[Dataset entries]
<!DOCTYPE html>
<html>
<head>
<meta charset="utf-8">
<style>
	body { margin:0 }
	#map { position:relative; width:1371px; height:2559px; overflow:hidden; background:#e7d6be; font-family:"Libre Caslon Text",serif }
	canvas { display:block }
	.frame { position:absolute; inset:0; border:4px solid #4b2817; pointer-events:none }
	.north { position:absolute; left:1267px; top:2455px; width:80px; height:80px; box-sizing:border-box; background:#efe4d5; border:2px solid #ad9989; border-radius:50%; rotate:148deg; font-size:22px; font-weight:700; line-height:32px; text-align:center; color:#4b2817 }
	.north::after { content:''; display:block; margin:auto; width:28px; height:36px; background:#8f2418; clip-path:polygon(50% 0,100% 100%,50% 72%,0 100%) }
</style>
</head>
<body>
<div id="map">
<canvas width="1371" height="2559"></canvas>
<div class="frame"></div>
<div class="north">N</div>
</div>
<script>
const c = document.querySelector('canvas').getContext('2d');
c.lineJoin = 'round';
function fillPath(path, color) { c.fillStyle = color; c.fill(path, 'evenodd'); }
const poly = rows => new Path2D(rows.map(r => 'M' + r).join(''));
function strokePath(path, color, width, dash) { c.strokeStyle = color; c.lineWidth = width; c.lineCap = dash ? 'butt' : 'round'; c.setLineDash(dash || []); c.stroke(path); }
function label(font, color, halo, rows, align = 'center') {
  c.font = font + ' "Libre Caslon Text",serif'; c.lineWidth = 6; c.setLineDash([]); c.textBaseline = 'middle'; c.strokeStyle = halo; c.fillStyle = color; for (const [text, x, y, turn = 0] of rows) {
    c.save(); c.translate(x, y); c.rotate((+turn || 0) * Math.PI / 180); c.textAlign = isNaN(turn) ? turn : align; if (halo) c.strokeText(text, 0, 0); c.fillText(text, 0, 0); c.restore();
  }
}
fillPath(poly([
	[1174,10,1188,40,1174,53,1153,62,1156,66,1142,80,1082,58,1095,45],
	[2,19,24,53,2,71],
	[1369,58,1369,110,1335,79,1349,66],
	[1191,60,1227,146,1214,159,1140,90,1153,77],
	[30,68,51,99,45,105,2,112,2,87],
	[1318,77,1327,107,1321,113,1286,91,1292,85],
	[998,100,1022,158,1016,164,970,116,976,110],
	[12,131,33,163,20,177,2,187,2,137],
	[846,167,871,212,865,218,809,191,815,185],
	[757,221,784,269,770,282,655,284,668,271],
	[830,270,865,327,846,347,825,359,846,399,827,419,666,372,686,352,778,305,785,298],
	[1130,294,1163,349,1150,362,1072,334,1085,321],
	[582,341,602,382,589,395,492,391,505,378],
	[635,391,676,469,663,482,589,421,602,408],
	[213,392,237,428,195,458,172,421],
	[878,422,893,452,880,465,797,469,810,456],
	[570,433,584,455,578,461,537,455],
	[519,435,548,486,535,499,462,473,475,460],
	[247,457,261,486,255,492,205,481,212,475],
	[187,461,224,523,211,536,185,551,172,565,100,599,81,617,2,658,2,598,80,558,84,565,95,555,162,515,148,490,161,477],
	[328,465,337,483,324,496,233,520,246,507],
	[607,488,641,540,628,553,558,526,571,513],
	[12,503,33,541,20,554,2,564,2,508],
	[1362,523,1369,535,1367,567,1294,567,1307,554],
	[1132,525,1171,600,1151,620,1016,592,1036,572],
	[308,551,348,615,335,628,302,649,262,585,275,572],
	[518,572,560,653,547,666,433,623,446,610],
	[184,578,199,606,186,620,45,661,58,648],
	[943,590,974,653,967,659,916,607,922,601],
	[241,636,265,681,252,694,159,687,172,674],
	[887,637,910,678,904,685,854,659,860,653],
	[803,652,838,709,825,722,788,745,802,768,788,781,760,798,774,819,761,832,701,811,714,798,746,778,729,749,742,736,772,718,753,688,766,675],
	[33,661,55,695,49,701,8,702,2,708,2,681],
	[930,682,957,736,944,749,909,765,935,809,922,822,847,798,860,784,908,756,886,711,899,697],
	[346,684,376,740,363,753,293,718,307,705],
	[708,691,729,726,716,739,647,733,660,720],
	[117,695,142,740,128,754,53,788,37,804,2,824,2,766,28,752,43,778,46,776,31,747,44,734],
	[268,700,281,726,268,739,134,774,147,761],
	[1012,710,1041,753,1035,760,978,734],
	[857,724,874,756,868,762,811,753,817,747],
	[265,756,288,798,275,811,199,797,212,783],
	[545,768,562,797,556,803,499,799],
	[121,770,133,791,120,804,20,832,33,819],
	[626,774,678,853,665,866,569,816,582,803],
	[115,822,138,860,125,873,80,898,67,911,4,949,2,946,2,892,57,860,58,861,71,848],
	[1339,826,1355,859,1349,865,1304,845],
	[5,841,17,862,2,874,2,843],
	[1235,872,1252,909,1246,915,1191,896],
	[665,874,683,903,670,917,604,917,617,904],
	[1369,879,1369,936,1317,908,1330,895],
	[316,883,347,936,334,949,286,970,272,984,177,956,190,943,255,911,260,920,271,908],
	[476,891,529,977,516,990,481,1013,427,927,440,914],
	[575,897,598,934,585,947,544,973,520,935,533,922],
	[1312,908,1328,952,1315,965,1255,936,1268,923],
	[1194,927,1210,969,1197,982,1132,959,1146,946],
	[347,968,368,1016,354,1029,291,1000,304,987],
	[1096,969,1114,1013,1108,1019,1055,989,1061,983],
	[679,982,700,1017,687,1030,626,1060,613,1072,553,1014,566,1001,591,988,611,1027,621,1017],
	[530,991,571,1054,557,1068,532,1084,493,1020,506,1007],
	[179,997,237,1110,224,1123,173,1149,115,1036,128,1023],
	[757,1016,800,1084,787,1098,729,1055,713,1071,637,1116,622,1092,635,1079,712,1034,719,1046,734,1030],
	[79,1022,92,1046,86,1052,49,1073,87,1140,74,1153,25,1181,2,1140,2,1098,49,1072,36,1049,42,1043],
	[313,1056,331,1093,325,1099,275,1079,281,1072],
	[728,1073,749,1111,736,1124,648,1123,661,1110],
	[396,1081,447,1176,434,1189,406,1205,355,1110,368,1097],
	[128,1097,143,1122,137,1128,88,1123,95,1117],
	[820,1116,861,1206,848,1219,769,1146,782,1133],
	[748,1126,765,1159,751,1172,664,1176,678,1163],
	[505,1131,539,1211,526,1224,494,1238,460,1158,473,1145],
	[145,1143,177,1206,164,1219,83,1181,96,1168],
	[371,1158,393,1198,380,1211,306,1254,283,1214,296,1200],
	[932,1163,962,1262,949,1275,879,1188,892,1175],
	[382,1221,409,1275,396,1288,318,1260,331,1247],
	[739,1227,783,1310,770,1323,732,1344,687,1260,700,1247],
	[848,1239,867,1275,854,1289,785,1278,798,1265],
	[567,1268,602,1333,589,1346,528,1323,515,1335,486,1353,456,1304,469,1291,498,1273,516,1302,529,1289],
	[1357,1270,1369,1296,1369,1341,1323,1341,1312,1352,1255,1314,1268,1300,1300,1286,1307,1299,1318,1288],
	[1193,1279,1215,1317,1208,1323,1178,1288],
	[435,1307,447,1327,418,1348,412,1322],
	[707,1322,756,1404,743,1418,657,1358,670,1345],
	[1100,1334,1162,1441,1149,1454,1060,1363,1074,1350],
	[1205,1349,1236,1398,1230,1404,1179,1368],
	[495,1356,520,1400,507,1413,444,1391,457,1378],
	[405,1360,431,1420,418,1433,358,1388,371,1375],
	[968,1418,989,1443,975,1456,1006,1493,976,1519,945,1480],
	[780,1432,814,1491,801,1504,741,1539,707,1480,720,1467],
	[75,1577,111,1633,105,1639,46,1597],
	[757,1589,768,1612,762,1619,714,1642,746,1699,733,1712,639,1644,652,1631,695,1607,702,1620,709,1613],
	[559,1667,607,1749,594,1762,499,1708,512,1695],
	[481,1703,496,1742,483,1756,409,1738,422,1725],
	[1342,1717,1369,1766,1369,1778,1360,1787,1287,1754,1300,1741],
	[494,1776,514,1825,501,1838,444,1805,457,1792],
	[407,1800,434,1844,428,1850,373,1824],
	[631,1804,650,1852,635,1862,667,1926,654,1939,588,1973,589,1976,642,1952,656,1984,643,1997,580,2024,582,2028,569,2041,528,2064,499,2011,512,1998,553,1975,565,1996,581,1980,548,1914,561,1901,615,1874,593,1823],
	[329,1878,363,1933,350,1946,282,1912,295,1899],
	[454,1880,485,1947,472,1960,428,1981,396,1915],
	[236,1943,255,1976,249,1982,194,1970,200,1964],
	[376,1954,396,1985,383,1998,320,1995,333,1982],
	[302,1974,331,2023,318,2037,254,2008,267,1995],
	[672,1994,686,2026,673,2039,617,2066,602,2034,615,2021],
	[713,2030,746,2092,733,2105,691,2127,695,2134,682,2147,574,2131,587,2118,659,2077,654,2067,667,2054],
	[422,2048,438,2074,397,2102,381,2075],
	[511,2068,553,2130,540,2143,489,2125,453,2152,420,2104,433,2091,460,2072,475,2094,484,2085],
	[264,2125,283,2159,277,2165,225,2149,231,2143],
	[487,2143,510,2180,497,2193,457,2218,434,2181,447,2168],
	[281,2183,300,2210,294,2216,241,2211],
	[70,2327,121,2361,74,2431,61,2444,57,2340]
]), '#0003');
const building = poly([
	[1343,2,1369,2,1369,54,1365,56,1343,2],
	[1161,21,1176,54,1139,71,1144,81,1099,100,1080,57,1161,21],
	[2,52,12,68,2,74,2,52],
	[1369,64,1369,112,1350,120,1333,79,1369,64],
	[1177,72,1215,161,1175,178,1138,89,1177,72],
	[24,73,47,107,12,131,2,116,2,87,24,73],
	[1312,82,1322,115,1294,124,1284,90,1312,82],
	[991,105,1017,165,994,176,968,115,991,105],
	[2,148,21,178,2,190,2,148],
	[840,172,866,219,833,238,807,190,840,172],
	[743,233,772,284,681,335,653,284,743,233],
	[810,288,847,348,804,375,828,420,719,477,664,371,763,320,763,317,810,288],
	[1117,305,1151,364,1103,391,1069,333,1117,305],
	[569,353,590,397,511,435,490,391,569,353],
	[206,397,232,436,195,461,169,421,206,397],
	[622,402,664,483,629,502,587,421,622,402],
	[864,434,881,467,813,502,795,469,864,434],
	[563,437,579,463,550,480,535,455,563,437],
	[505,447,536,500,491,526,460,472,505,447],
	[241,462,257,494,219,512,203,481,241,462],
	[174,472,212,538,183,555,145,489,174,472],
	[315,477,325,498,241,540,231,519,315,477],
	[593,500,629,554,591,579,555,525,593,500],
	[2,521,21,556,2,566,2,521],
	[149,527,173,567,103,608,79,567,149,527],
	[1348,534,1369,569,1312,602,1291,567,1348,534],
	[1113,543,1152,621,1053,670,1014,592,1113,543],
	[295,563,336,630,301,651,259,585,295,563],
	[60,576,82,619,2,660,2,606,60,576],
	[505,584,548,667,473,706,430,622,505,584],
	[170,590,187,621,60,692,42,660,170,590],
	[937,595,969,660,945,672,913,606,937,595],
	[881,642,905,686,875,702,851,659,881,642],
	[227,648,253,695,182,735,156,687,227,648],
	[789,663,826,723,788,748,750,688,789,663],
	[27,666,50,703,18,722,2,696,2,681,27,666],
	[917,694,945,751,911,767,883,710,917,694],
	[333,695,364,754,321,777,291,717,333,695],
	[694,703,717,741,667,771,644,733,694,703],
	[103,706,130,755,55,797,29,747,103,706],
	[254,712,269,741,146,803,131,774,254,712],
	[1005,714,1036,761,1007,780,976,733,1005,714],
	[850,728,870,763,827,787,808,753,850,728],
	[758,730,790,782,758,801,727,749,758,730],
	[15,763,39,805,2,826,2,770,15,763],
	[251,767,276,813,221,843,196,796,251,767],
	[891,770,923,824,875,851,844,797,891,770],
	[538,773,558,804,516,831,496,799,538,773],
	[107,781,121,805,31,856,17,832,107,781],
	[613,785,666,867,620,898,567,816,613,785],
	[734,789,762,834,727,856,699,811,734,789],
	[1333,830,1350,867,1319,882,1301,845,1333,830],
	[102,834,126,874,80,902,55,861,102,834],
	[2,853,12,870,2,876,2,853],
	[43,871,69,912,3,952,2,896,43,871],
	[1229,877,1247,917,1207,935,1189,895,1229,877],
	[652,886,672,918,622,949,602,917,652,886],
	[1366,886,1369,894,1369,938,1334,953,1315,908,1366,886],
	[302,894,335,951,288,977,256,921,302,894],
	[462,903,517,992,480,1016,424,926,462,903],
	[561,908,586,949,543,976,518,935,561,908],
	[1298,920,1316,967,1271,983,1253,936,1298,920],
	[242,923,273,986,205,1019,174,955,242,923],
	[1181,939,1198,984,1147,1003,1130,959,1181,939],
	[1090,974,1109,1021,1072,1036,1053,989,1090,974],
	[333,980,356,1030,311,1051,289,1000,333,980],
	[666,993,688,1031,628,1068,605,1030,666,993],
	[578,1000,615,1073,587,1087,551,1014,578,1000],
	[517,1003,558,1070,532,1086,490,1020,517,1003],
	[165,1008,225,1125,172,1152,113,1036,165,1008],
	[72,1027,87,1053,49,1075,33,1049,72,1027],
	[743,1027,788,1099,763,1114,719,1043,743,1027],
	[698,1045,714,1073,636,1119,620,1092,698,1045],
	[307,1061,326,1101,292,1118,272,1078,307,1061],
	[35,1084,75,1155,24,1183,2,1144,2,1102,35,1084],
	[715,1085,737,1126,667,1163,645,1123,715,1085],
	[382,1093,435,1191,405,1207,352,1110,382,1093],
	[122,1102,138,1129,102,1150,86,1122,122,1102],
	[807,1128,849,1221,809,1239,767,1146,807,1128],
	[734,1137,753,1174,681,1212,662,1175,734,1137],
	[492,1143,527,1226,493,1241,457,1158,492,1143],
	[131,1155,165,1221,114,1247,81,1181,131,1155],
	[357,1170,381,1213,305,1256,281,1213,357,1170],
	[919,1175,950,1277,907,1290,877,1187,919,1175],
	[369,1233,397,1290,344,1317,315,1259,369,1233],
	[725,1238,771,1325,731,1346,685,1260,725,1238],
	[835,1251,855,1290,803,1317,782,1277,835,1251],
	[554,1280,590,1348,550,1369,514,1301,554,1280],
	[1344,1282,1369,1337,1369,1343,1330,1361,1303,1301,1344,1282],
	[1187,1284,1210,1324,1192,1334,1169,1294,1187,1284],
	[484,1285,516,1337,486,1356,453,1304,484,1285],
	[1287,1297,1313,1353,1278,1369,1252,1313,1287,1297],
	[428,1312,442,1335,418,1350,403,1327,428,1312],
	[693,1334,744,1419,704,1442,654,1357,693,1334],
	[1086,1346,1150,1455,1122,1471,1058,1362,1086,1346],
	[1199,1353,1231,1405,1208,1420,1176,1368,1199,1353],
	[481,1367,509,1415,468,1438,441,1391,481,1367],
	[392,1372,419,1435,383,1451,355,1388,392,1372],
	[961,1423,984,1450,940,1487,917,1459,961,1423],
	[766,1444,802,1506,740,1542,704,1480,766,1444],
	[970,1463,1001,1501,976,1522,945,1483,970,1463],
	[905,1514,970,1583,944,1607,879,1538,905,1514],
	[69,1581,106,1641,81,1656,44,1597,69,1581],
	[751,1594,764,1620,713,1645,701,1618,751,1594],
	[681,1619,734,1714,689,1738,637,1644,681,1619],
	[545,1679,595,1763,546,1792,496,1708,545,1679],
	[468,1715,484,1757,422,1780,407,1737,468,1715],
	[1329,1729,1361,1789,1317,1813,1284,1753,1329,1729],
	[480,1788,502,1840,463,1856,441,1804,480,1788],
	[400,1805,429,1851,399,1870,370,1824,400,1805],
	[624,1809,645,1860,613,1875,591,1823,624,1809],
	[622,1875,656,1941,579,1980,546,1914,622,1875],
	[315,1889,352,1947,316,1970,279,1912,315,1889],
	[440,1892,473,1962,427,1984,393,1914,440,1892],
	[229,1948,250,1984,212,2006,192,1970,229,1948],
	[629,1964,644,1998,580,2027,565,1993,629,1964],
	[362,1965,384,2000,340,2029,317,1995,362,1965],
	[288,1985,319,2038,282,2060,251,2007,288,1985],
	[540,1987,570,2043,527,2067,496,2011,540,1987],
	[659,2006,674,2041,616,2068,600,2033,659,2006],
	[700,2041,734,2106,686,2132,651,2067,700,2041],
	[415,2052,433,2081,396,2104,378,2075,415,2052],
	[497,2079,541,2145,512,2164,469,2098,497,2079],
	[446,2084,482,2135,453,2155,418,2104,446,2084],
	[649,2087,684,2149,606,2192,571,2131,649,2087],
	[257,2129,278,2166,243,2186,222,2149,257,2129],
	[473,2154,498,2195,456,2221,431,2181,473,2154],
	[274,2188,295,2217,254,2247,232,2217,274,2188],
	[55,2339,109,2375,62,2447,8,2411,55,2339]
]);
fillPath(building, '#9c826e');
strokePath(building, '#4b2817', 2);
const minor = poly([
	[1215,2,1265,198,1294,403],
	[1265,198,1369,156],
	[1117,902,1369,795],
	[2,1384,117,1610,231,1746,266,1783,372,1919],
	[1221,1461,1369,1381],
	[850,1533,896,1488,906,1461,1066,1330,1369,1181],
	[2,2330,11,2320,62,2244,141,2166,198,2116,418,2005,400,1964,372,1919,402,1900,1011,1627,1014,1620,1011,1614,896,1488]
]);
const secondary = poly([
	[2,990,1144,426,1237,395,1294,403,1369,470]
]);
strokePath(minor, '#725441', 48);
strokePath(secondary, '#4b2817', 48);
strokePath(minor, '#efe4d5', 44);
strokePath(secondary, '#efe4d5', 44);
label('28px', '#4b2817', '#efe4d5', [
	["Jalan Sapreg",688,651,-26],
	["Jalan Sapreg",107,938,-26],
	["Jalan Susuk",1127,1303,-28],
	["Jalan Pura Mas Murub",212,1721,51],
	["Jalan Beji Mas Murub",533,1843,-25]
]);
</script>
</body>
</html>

Task requirements:
Your job is to print exactly the lines that run from the top of the entries through the line with "const poly = rows", and no others.

Finished exercise:
<!DOCTYPE html>
<html>
<head>
<meta charset="utf-8">
<style>
	body { margin:0 }
	#map { position:relative; width:1371px; height:2559px; overflow:hidden; background:#e7d6be; font-family:"Libre Caslon Text",serif }
	canvas { display:block }
	.frame { position:absolute; inset:0; border:4px solid #4b2817; pointer-events:none }
	.north { position:absolute; left:1267px; top:2455px; width:80px; height:80px; box-sizing:border-box; background:#efe4d5; border:2px solid #ad9989; border-radius:50%; rotate:148deg; font-size:22px; font-weight:700; line-height:32px; text-align:center; color:#4b2817 }
	.north::after { content:''; display:block; margin:auto; width:28px; height:36px; background:#8f2418; clip-path:polygon(50% 0,100% 100%,50% 72%,0 100%) }
</style>
</head>
<body>
<div id="map">
<canvas width="1371" height="2559"></canvas>
<div class="frame"></div>
<div class="north">N</div>
</div>
<script>
const c = document.querySelector('canvas').getContext('2d');
c.lineJoin = 'round';
function fillPath(path, color) { c.fillStyle = color; c.fill(path, 'evenodd'); }
const poly = rows => new Path2D(rows.map(r => 'M' + r).join(''));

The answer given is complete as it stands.